We don’t like to have to think about natural disasters, blackouts, blizzards, or floods. Unfortunately, these natural risks and hazards do happen across our country and we must be prepared in the event of their occurrence. Public Safety and Emergency Preparedness Canada recommends that households be prepared to be self-sufficient for at least 72 hours, while emergency workers assist those in urgent need. By taking a few simple steps today, we can all be ready to face a wide range of emergencies – anytime, anywhere.
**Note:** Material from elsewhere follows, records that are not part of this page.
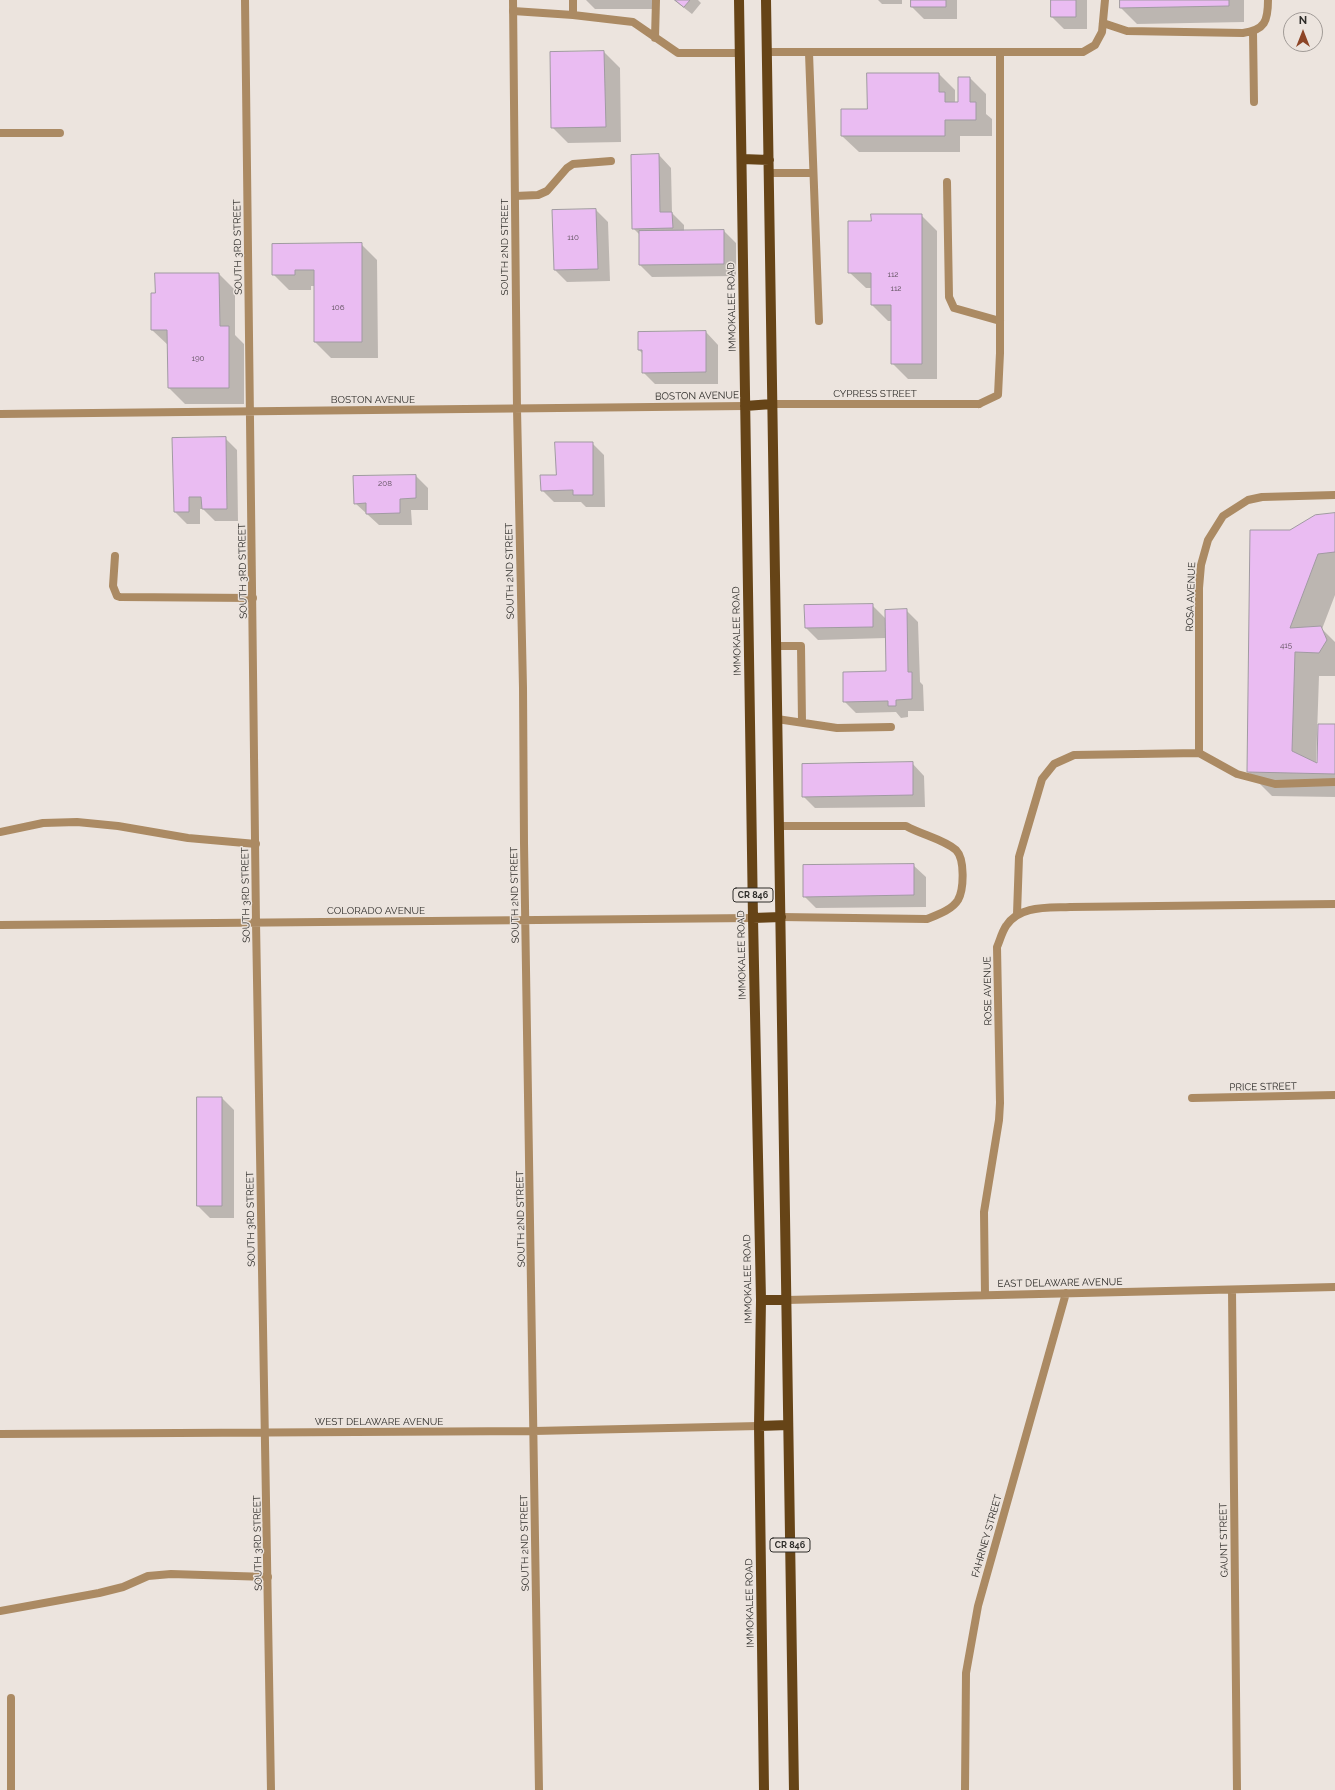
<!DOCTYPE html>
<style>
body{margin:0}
#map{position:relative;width:1335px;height:1790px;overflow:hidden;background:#ece4de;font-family:Raleway,sans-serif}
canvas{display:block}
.north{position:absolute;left:1283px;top:12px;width:40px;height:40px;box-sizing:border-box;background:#ece4de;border:1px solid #a09a96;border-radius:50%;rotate:0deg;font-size:11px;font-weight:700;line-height:16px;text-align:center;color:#2e2c29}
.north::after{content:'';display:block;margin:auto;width:14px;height:18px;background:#8d4526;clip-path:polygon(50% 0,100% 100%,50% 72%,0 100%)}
</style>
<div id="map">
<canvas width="1335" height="1790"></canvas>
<div class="north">N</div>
</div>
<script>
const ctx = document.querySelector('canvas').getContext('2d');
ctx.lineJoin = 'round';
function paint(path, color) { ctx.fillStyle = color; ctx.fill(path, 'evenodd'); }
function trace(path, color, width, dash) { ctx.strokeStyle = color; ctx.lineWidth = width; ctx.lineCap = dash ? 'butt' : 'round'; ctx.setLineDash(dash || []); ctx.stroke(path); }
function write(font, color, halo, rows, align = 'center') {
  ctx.font = font + ' Raleway,sans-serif'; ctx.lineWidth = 3; ctx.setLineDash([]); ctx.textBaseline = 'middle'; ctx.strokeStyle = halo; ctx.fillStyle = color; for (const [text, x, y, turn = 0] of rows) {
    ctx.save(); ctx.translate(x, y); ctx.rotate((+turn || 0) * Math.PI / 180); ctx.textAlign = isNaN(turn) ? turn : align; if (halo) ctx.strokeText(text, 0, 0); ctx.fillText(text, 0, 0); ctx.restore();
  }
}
paint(new Path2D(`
 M586 0H654V9H595Z
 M674 0H698L701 3 692 14Z
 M878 0H902V4H882Z
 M912 0H957V19H924L912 7Z
 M1052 0H1087V29H1064L1052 17Z
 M1121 0H1244V22L1137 24 1121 8Z
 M604 52 620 68 621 142 568 143 552 127Z
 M939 74 955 90V103H959L970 78 986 94V114L992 119V136H960V152H859L842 136 868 110Z
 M659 155 671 168 672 213 684 225V231H724L736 243V276L652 277 640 265V235L633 228Z
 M596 210 608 222 610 281 567 282 555 270 553 211Z
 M921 215 937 231V379H908L892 363V321H888L872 305V288H866L849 272 872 222Z
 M361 244 377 260 378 358H331L315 342V286H311V290H289L273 274Z
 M219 274 235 290V335L244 344V404H185L169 388V346L152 330Z
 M706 332 718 345V384H655L643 372V354L639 350Z
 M225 438 237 450 238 521H215L203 509H200V524H187L175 512 174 439Z
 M592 443 604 455 605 507H586L581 502H554L542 490Z
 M416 476 428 488V510H411L412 525H379L355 503Z
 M1335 514V595L1322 629 1335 642V676H1319L1316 764 1318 765 1335 725V797L1272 796 1248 772 1251 531H1291Z
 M872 605 886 619 906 610 918 622 920 682 923 685 924 711H908V717L901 718 896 712 856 713 844 701 887 672 886 638 818 640 806 628Z
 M912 763 924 776 925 807 815 808 803 796Z
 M913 865 926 877V907L816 908 804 896Z
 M222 1098 234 1110V1218H210L198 1206Z`), '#0003');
const building = new Path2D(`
 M675 0H690L684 7Z
 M911 0H946V7H911Z
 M1051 0H1076V17H1051Z
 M1120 0H1229V6L1120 8Z
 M604 51 606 127 551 128 550 52Z
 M867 73H939V92H945V102H958V77H970V102H976V120H945V136H841V109H867Z
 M659 154 660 212H672L673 228 632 229 631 155Z
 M596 209 598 269 554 270 552 210Z
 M871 214H922V364H891V305H871V273H848V221H871Z
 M724 230V264L639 265V231Z
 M362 243V342H314V270H295V275H272V244Z
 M155 273H219L220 326H229V388H168L167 330H151V293H155Z
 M706 331V372L642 373V350H638V332Z
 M226 437 227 509H202L201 497H189V512H174L172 438Z
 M555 442H593V495H573V490L541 491 540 475H556Z
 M416 475V498L400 499V513L366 514V503L354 504 353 476Z
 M1335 513V552L1318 554 1290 628 1321 626 1327 640 1319 653 1295 652 1292 751 1317 763 1318 724H1335V774L1247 772 1250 530H1290L1315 515Z
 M873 604V627L805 628 804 605Z
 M907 609 908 672H912V699L896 700V706H888V701L843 702V672L886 671 885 610Z
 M913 762V795L802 797V764Z
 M914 864V895L803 897V865Z
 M197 1097H222V1206H197Z`);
paint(building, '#eabcf2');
trace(building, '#a09aa1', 1);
trace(new Path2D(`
 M513 11 573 15V0
 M573 15 633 22 678 53H740
 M1103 23 1127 31 1243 33C1265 30 1268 21 1268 0
 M1253 32 1254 102
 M655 38 656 0
 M809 53 819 321
 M0 133H60
 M769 173H813
 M947 182 949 297 954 308 1000 321
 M515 196 538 195 547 191 567 168 573 164 611 161
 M979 404 998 395 1000 353V52
 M115 556 113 586 117 596 120 597 253 598
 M776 646H801L802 722
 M777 719 837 728 891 727
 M779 826H906C922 835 943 839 956 850 965 859 964 889 958 900 952 910 937 915 927 919L781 917
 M0 832 43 823 77 822 118 826 188 838 256 844
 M0 1611 99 1593 123 1587 148 1576 171 1574 268 1577`), '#ab8a63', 8);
trace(new Path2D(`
 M245 0 256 922 271 1790
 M513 0 517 409 523 688 524 843 539 1790
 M767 52H1083L1095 45 1102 32 1105 0
 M772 404H979
 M0 414 745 406
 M1199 753V588L1201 565 1208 540 1223 516 1248 500 1262 497 1335 495
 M1017 914 1019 857 1042 779 1054 764 1074 755 1199 753 1237 774 1275 784 1335 782
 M0 925 753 918
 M1192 1098 1335 1095
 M1232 1290 1237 1790
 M985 1295 984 1212 999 1120 1000 1103 997 947C1000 940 1002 932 1006 926 1019 905 1048 908 1070 907L1335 904
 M786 1300 1335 1287
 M0 1434 534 1431 759 1426
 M11 1698V1790
 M965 1790 966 1673 978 1606 1066 1293`), '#ab8a63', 8);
trace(new Path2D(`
 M739 0 753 918 761 1300 759 1426 764 1790
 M766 0 794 1790
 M742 159 769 160
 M745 406 772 404
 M753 918 781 917
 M761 1300H786
 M759 1426 788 1425`), '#664417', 10);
write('8px', '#5d505b', null, [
 ["110",573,238],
 ["112",893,275],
 ["112",896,289],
 ["106",338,308],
 ["190",198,359],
 ["208",385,484],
 ["415",1286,646]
]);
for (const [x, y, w] of [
 [753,895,40],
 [790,1545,40]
]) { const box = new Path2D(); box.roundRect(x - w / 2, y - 7, w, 14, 3); ctx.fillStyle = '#ece4de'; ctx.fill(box); trace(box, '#2e2c29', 1); }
write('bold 9px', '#2e2c29', null, [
 ["CR 846",753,895],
 ["CR 846",790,1545]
]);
write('10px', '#2e2c29', '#ece4de', [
 ["SOUTH 3RD STREET",238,247,-91],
 ["SOUTH 2ND STREET",505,247,-90],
 ["IMMOKALEE ROAD",732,307,-91],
 ["CYPRESS STREET",875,394],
 ["BOSTON AVENUE",697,396,-1],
 ["BOSTON AVENUE",373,400],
 ["SOUTH 3RD STREET",243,571,-91],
 ["SOUTH 2ND STREET",510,571,-91],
 ["ROSA AVENUE",1191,597,-88],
 ["IMMOKALEE ROAD",737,631,-91],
 ["SOUTH 3RD STREET",246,895,-91],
 ["SOUTH 2ND STREET",515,895,-91],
 ["COLORADO AVENUE",376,911],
 ["IMMOKALEE ROAD",742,955,-91],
 ["ROSE AVENUE",988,991,-91],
 ["PRICE STREET",1263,1087,-1],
 ["SOUTH 3RD STREET",251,1219,-91],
 ["SOUTH 2ND STREET",521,1219,-91],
 ["IMMOKALEE ROAD",748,1279,-91],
 ["EAST DELAWARE AVENUE",1060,1283,-1],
 ["WEST DELAWARE AVENUE",379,1422],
 ["FAHRNEY STREET",987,1536,-74],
 ["GAUNT STREET",1224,1540,-91],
 ["SOUTH 3RD STREET",258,1543,-91],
 ["SOUTH 2ND STREET",525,1543,-91],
 ["IMMOKALEE ROAD",750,1603,-91]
]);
</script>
The first thing that you can do for your family is to prepare a basic emergency kit. You have some of these items already. However, the key is to make sure they are organized and easy to find. It is also important to ensure your kit is easy to carry. Keep it in a backpack, duffel bag, or suitcase with wheels in an easy-to-reach, accessible place, such as your front hall closet. Everyone in your household should know where the kit is located. The basic items you will need to survive for 72 hours include:
- Water – at least two litres of water per person per day
- Food that won’t spoil, such as canned food, energy bars, and dried foods
- Manual can opener
- Flashlight and batteries
- Candles and matches or lighter
- Battery-powered or wind-up radio First Aid kit
- Prescription medications, infant formula, and equipment for people with disabilities
- Extra keys for both your home and car
- Some cash in smaller denominations, such as $10 bills and change for payphones
- A copy of your own Emergency Plan, including contact information
Some other items you may also wish to add to your emergency kit include: a change of clothing and footwear for each household member, a sleeping bag or warm blanket for each household member, a whistle (in case you need to attract attention), garbage bags for personal sanitation, toilet paper and other personal care supplies, safety gloves, basic tools (hammer, pliers, wrench, screwdrivers, fasteners, work gloves), a small fuel-driven stove and fuel, as well as two additional litres of water per person per day for cooking and cleaning.
Every Canadian household also needs an emergency plan. It will help you and your family know what to do in case of an emergency, as your family may not be altogether when a disaster occurs. You should plan how to meet or contact one another and discuss what you would do in various situations. Public Safety and Emergency Preparedness Canada has prepared an Emergency Preparedness Guide (available at:
http://www.getprepared.ca) that you can customize with your own information to complete your plan. You should keep this document in an easy-to-find, easy-to-remember place (for example, with your emergency kit).
When it comes to emergencies, we all have a role to play, as well as the government. Different levels of government respond progressively as an emergency escalates and their resources are needed. Local fire, police, and paramedic teams are normally the first to respond. They manage most local emergencies. Every province and territory has an emergency management organization (EMO), which manages large-scale emergencies and provides assistance to municipal or community response teams as required. Federal departments and agencies support provincial or territorial EMO’s as requested. They also manage emergencies that involve areas of federal jurisdiction, such as nuclear safety, national defence and border security.
By preparing a basic emergency kit, as well as developing an emergency plan, we can all ensure our families and households remain safe and secure in the event of a crisis.